Le cofondateur du Festibière, Alex Van Dieren
Le cofondateur du Festibière, Alex Van Dieren

Un Festibière à la maison

La pandémie de la COVID-19 a eu l’effet d’une bombe dans le milieu des affaires. Pertes de revenus, de clients, d’employés, les entrepreneurs vivent la crise sur deux fronts, autant personnel que professionnel. Mis sur pause par la crise, le magazine Le Droit Affaires reprend du service dans les pages du Droit pour vous proposer une série d’articles dédiée à des entrepreneurs d’ici pour qui la crise n’a pas été un frein à l’innovation. Qu’ils soient reconnus dans leur domaine ou entrepreneurs en herbe.

La pandémie a réussi à mettre en boîte tous les grands rassemblements? Soit. Mais ce n’est pas une raison pour s’empêcher de fêter. Bien au contraire, le besoin de se réunir devient plus urgent encore.

C’est dans ce contexte que le Festibière de Gatineau, qui devait célébrer en grande pompe son dixième anniversaire cette année, décide de faire autrement afin de garder en vie l’événement.

«Les gens ont besoin de vivre quelque chose en groupe», raconte Alex Van Dieren, cofondateur du Festibière. «Ça va être notre édition 9 et demie».

Il y aura donc un Festibière, mais il sera virtuel. Le 13 juin prochain.

Les organisateurs ont décidé de mettre en vente un ensemble de six bières artisanales, de l’expédier à domicile et d’amener les gens à prendre une broue collectivement…mais à distance!

La semaine dernière, 1 500 de ces boîtes festives ont été mises en vente.

«On a vendu nos 1 500 boîtes en 24 h, s’exclame Alex Van Dieren, un peu surpris du succès. «Il va y avoir au moins 1 500 personnes qui vont faire la même chose, en même temps», rajoute-il.

Alex Van Dieren

Le Festibière en boîte contiendra uniquement des produits locaux. Car l’objectif est d’aider les compagnies locales à traverser la crise.
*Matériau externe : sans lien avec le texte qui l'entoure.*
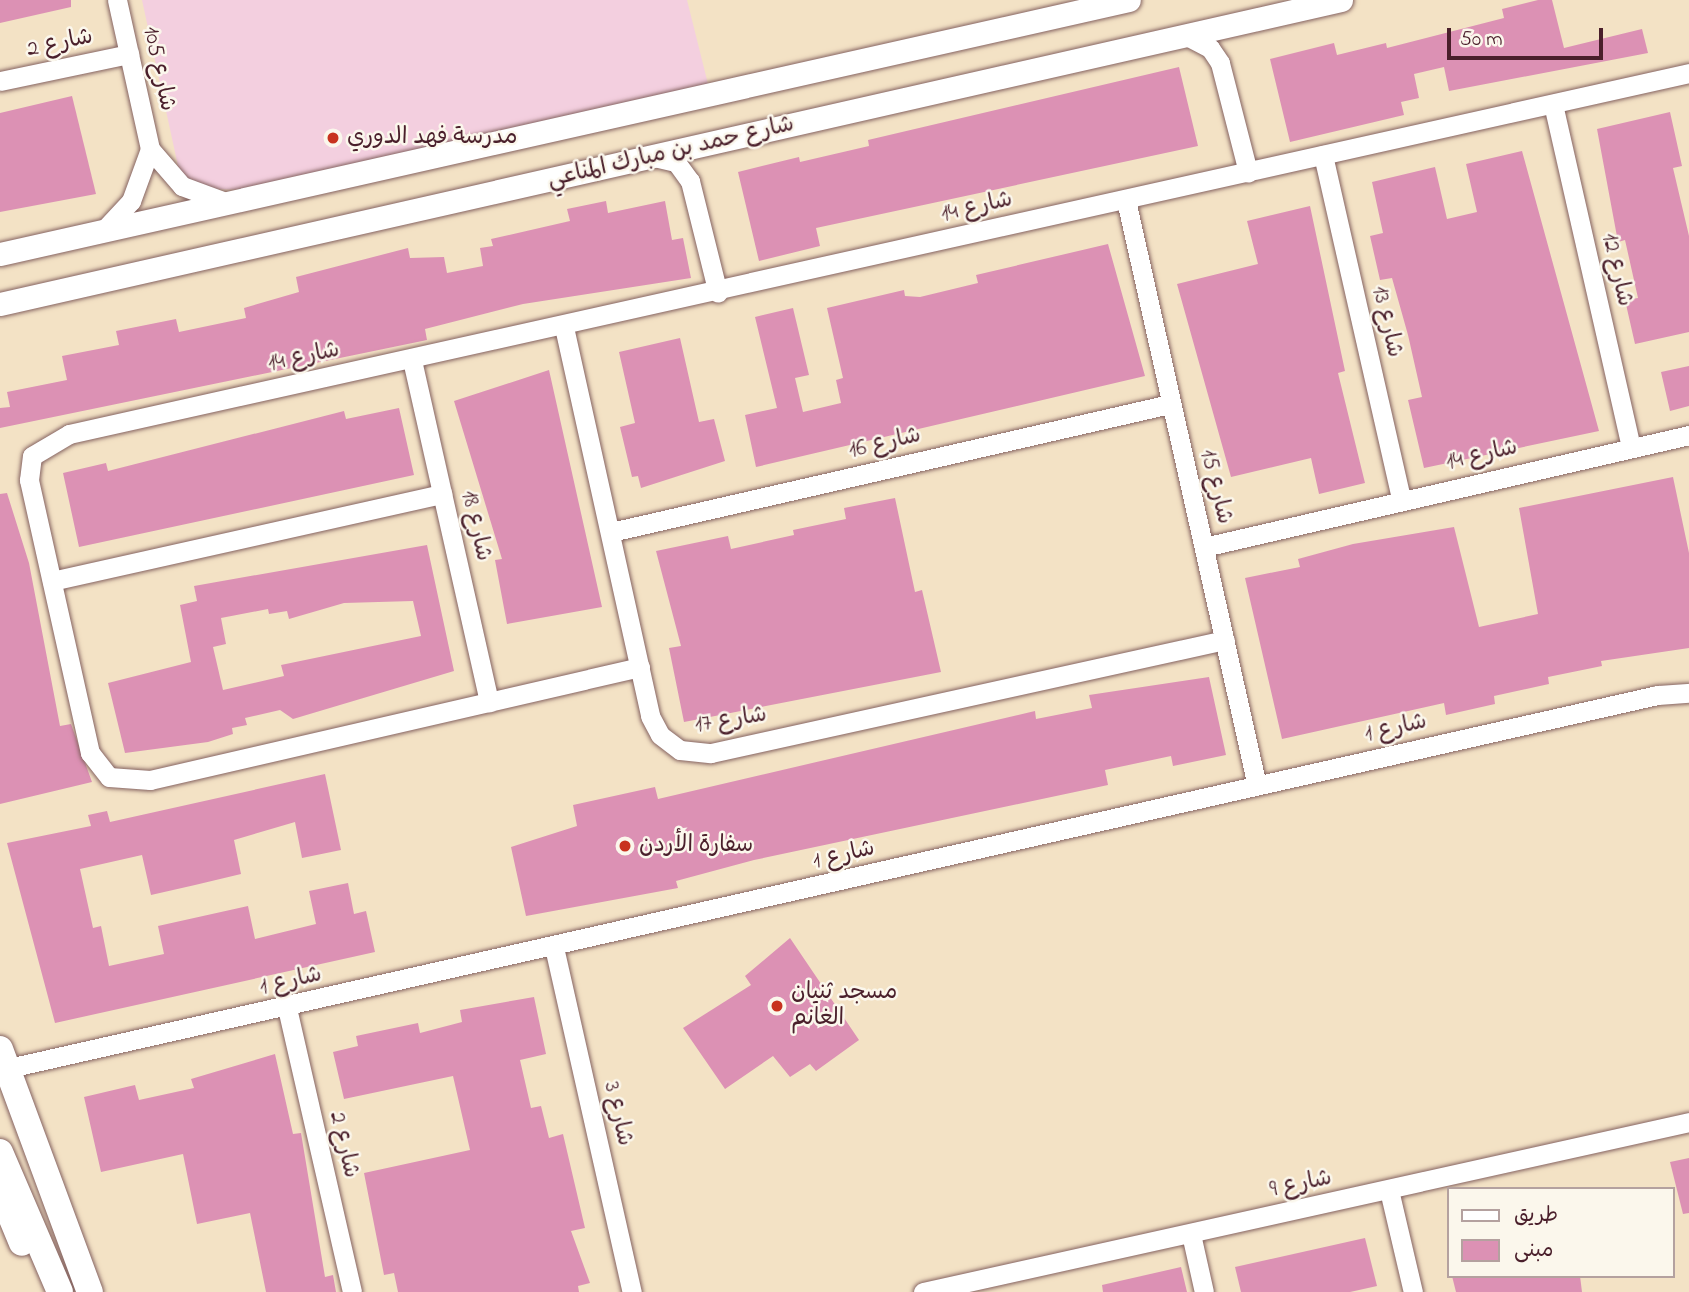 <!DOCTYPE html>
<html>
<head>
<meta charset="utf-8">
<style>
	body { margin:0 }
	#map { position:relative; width:1689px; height:1292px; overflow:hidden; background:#f3e2c5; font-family:"Indie Flower","Playpen Sans Arabic",sans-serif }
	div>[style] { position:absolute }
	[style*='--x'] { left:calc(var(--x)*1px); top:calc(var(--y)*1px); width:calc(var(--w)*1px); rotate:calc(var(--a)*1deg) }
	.built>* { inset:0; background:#f3cfdf }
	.building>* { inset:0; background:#dc91b4 }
	.roads { filter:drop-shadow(0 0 2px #856361) drop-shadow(0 0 2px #856361) }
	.minor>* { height:19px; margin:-9.5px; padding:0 9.5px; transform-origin:9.5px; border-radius:9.5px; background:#fff }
	.tertiary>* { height:23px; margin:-11.5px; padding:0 11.5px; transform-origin:11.5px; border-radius:11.5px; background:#fff }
	.secondary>* { height:26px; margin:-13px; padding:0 13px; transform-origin:13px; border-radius:13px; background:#fff }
	.dots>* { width:19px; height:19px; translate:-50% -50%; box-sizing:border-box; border:4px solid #fbf7ec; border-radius:50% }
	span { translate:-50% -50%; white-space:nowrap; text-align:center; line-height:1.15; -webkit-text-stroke:5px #fbf7ec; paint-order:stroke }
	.street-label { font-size:23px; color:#4a1f2b }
	.poi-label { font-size:23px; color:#4a1f2b }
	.left { translate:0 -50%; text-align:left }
	.legend { position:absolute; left:1447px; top:1187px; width:228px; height:91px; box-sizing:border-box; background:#fbf7ec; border:2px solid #b4a19f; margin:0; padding:9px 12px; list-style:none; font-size:21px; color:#4a1f2b }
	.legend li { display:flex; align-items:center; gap:14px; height:35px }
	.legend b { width:35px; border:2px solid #b4a19f }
	.scale { position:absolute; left:1447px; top:28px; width:156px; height:32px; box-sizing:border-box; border:4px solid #4a1f2b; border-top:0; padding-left:9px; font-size:21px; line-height:24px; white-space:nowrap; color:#4a1f2b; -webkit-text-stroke:5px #fbf7ec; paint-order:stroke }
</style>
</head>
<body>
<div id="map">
	<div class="built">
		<div style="clip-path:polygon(142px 0,687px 0,709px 88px,272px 190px,183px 189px)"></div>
	</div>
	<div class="building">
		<div style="clip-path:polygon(0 0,71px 0,71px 7px,0 23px)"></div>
		<div style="clip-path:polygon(1538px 0,1552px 0,1564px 48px,1642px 29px,1648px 53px,1449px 91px,1444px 67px,1414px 74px,1419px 98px,1401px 102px,1404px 115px,1290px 142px,1270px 59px,1334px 43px,1337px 55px,1386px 43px,1387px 48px,1504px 18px,1502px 9px)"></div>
		<div style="clip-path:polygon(1179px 67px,1198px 146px,816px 228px,820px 246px,759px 261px,738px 172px,799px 157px,800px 162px,869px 146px,868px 140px)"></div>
		<div style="clip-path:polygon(72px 96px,96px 194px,0 212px,0 113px)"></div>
		<div style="clip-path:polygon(1670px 112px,1682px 166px,1673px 168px,1689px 236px,1689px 332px,1635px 344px,1625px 300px,1638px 298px,1625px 240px,1618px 242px,1597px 129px)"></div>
		<div style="clip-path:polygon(1522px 151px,1599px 431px,1424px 468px,1408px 400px,1422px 397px,1408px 335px,1392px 278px,1380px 280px,1370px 236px,1383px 233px,1372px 182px,1435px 167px,1447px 219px,1477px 212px,1466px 164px)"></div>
		<div style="clip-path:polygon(606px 201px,608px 213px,665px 201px,672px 240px,683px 238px,691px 278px,523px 304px,425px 329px,427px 340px,0 428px,0 408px,10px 407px,7px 392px,67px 380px,62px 356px,119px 345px,116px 331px,176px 319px,179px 332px,246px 318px,244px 308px,299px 292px,296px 277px,408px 248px,410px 258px,444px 257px,447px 273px,483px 266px,480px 248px,493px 246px,491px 239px,570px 221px,567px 209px)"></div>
		<div style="clip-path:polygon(1310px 206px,1345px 371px,1338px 373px,1365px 483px,1319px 494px,1311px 458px,1231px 477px,1177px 284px,1258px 264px,1247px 221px)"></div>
		<div style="clip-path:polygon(1108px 244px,1145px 376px,756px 467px,745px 415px,777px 408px,755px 317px,793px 308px,809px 375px,795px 378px,803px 412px,841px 403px,836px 380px,843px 378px,827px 308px,904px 290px,905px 296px,920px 297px,978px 283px,976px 275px)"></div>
		<div style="clip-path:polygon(680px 338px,699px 422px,714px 419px,725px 461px,641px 488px,638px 476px,632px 477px,620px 427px,635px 423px,619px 352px)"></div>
		<div style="clip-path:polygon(1689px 366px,1689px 406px,1670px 411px,1661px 372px)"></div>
		<div style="clip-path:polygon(549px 370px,602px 607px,507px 624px,495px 560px,502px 559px,454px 401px)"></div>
		<div style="clip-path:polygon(399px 408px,414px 475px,79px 547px,63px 473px,106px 463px,108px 471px,344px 411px,346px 419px)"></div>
		<div style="clip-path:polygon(1673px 477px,1689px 553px,1689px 648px,1601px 661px,1602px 666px,1548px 677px,1549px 684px,1494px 696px,1495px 704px,1446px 715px,1444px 703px,1282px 739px,1245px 578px,1300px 567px,1298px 559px,1353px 544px,1454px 527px,1479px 627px,1538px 614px,1519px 508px)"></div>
		<div style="clip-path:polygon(7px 493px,29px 563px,60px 726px,71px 724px,92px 782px,0 804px,0 494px)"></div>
		<div style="clip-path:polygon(895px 498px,915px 592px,922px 590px,941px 672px,684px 722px,669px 648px,681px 646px,656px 551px,728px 536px,731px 549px,794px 535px,793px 530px,846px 519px,844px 508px)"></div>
		<div style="clip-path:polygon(evenodd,427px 545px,454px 671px,293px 719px,280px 710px,245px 718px,247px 725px,232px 728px,233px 734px,208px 742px,125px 753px,108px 683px,191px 662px,180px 605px,197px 601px,194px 586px,427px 545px,413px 601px,421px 636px,281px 665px,284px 676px,223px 690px,213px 647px,226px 644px,221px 618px,268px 609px,269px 614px,287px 611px,289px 619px,344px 603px,413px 601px)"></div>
		<div style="clip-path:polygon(1209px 677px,1226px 755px,1173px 766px,1171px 756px,1105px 770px,1108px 785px,754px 860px,676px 881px,678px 888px,526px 916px,511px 847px,577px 826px,573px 805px,655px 787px,658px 799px,1035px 711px,1036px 719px,1092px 708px,1089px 695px)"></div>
		<div style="clip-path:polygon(325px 774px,341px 850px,302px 858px,295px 822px,234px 840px,241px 874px,195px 885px,151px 895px,142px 855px,80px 869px,93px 928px,101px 926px,109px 966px,164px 954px,158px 926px,248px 906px,255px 939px,316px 924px,309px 891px,348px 883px,354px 914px,366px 911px,375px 952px,55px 1023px,7px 843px,91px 826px,88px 815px,107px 811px,110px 822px)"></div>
		<div style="clip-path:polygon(790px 938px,859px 1040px,816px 1071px,810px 1064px,790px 1077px,773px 1056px,725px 1089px,683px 1028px,751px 985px,745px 976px)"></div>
		<div style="clip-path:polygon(534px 997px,546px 1054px,520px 1060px,531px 1108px,541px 1106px,549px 1138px,563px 1134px,585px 1228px,571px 1231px,590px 1283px,578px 1286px,579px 1292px,398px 1292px,394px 1273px,384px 1275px,364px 1173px,470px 1150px,453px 1076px,344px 1099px,333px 1052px,358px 1046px,356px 1036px,418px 1023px,420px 1033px,462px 1022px,460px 1010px)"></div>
		<div style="clip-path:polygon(275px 1054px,293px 1134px,301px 1133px,325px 1277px,333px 1275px,336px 1292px,266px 1292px,250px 1213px,197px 1224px,183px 1154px,101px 1172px,84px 1097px,135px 1085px,139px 1100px,194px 1088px,191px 1079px)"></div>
		<div style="clip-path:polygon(1689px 1158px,1689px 1213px,1683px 1214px,1670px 1162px)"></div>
		<div style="clip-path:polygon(1365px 1238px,1377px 1286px,1350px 1292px,1241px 1292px,1235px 1267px)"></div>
		<div style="clip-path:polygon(1181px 1267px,1187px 1292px,1103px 1292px,1102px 1285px)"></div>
		<div style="clip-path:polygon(1452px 1276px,1580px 1276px,1582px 1292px,1456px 1292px)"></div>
	</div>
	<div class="roads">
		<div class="minor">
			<div style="--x:117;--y:0;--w:153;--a:77.5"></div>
			<div style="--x:150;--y:149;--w:49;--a:49.1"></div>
			<div style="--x:182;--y:186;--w:49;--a:20.3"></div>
			<div style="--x:1187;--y:36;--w:26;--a:28"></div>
			<div style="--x:1210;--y:48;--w:18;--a:56"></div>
			<div style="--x:1220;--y:63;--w:113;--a:75.6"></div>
			<div style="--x:0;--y:81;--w:132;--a:-11.8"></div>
			<div style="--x:1553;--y:104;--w:352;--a:77.2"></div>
			<div style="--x:1323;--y:155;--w:353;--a:77.2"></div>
			<div style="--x:654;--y:157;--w:23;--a:13"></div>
			<div style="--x:676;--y:162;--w:24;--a:54"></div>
			<div style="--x:690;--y:181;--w:115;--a:76"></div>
			<div style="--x:1126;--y:200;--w:600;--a:77.4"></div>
			<div style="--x:103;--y:231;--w:41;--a:-47"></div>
			<div style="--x:131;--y:201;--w:55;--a:-69.9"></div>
			<div style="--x:564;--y:327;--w:398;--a:77.5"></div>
			<div style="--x:650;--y:716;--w:21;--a:62"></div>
			<div style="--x:660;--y:735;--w:25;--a:37"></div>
			<div style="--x:680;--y:750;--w:31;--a:6"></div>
			<div style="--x:711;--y:753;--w:526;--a:-12.4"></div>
			<div style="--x:412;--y:360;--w:351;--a:77.3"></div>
			<div style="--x:611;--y:532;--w:573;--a:-12.9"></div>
			<div style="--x:1204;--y:547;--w:498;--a:-13"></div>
			<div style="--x:52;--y:581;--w:400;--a:-12.6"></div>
			<div style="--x:640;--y:667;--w:503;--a:167.01"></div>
			<div style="--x:150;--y:780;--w:41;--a:-175.8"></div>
			<div style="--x:109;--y:777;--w:31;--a:-128"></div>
			<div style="--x:90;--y:753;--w:280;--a:-102.6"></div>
			<div style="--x:29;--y:480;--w:24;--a:-83"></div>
			<div style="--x:32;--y:456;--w:43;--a:-30.7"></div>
			<div style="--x:69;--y:434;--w:1660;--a:-12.56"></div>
			<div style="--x:554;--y:947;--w:354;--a:77.3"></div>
			<div style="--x:287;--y:1008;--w:291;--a:77.1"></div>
			<div style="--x:9;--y:1068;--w:1690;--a:-12.75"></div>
			<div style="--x:1657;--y:695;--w:32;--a:-4"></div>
			<div style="--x:1389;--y:1190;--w:105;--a:76.8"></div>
			<div style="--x:1191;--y:1234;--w:59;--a:77.4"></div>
			<div style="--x:923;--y:1292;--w:785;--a:-12.51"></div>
		</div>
		<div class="tertiary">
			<div style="--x:0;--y:254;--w:1157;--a:-12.68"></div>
			<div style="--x:0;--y:304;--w:1375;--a:-12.77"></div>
		</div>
		<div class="secondary">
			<div style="--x:0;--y:1049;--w:259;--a:69.7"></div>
			<div style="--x:0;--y:1152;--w:152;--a:66.8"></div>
			<div style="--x:0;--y:1190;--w:57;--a:67.5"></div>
		</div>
	</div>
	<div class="dots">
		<div style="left:333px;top:138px;background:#c8321e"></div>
		<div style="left:625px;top:846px;background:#c8321e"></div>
		<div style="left:777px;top:1006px;background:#c8321e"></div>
	</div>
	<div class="street-label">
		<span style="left:60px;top:44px;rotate:-12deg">شارع 2</span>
		<span style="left:158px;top:69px;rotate:78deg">شارع 105</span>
		<span style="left:671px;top:153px;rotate:-13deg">شارع حمد بن مبارك المناعي</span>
		<span style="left:977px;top:208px;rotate:-13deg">شارع 14</span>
		<span style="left:1616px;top:270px;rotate:77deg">شارع 12</span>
		<span style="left:1386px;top:322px;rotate:77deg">شارع 13</span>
		<span style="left:304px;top:358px;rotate:-12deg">شارع 14</span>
		<span style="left:885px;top:444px;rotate:-13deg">شارع 16</span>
		<span style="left:1482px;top:456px;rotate:-13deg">شارع 14</span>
		<span style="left:1215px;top:487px;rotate:76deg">شارع 15</span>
		<span style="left:475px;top:526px;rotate:77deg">شارع 18</span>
		<span style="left:731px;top:721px;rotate:-9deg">شارع 17</span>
		<span style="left:1396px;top:729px;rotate:-13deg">شارع 1</span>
		<span style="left:844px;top:856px;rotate:-13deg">شارع 1</span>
		<span style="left:291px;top:982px;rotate:-13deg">شارع 1</span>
		<span style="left:617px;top:1114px;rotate:77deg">شارع 3</span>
		<span style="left:343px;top:1145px;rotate:77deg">شارع 2</span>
		<span style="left:1301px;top:1185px;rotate:-12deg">شارع 9</span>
	</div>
	<div class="poi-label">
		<span class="left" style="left:347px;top:138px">مدرسة فهد الدوري</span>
		<span class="left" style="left:639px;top:846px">سفارة الأردن</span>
		<span class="left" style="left:791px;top:1006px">مسجد ثنيان<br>الغانم</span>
	</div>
	<ul class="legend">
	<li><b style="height:9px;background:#fff"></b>طريق</li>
	<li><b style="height:19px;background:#dc91b4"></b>مبنى</li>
	</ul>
	<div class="scale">50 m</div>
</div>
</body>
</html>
Dans la boîte, les gens trouveront six bières artisanales de six brasseurs différents de la région, une barre de chocolat Rochef, un coupon-rabais des magasins IGA et des surprises, dans une boîte sur 10. Lorsque les acheteurs se joindront virtuellement à la fête, ils pourront discuter avec les brasseurs, des bièrologues, obtenir des recettes, assister à des prestations musicales et tout cela, en direct.

Chez le micro-brasseur gatinois À la dérive, le projet est arrivé comme une bénédiction. En 24h, la toute jeune entreprise a donc vendu 1 500 cannettes, c’est-à-dire une cannette par boîte. «C’est un concept idéal pour nous. Ça nous donne de la visibilité auprès d’une clientèle très nichée» raconte son copropriétaire, Stéphane Gandy.

La brasserie artisanale venait tout juste d’ouvrir son pub sur la rue Jacques-Cartier en décembre dernier. Trois mois plus tard, le coronavirus l’obligeait à bouchonner le commerce. La brasserie s’est tournée vers la production de cannettes pour survivre. «Sinon, on n’aurait pas passé au travers», constate monsieur Gandy.

La distribution des boîtes sera assumée par les épiceries IGA. Pour chaque boîte vendue, 2 $ seront remis à la Manne de l’Ile.


« Les gens ont besoin de vivre quelque chose en groupe. »
Alex Van Dieren

Avec la pandémie et le confinement, les compagnies doivent se réinventer pour survivre. Chez Orkestra, les idéateurs de cette fête virtuelle, on a dû mettre à pied le quart du personnel en raison de la crise. «On devrait organiser d’autres événements virtuels, mais il est trop tôt pour en parler», souligne Alex Van Dieren. «Il n’y a rien qui va remplacer le «vrai», le contact humain, dit-il. Plus philosophiquement, il reconnaît que ce n’est pas souhaitable de vivre une fête à travers un écran, mais que c’est une forme de résistance.

Le 13 juin, à 15h, les organisateurs invitent donc les gens à sortir sur leur balcon ou leur terrasse, en respectant le 2 mètres règlementaire, et à boire une bière avec des centaines d’autres confinés et profiter de tout premier Festibière virtuel.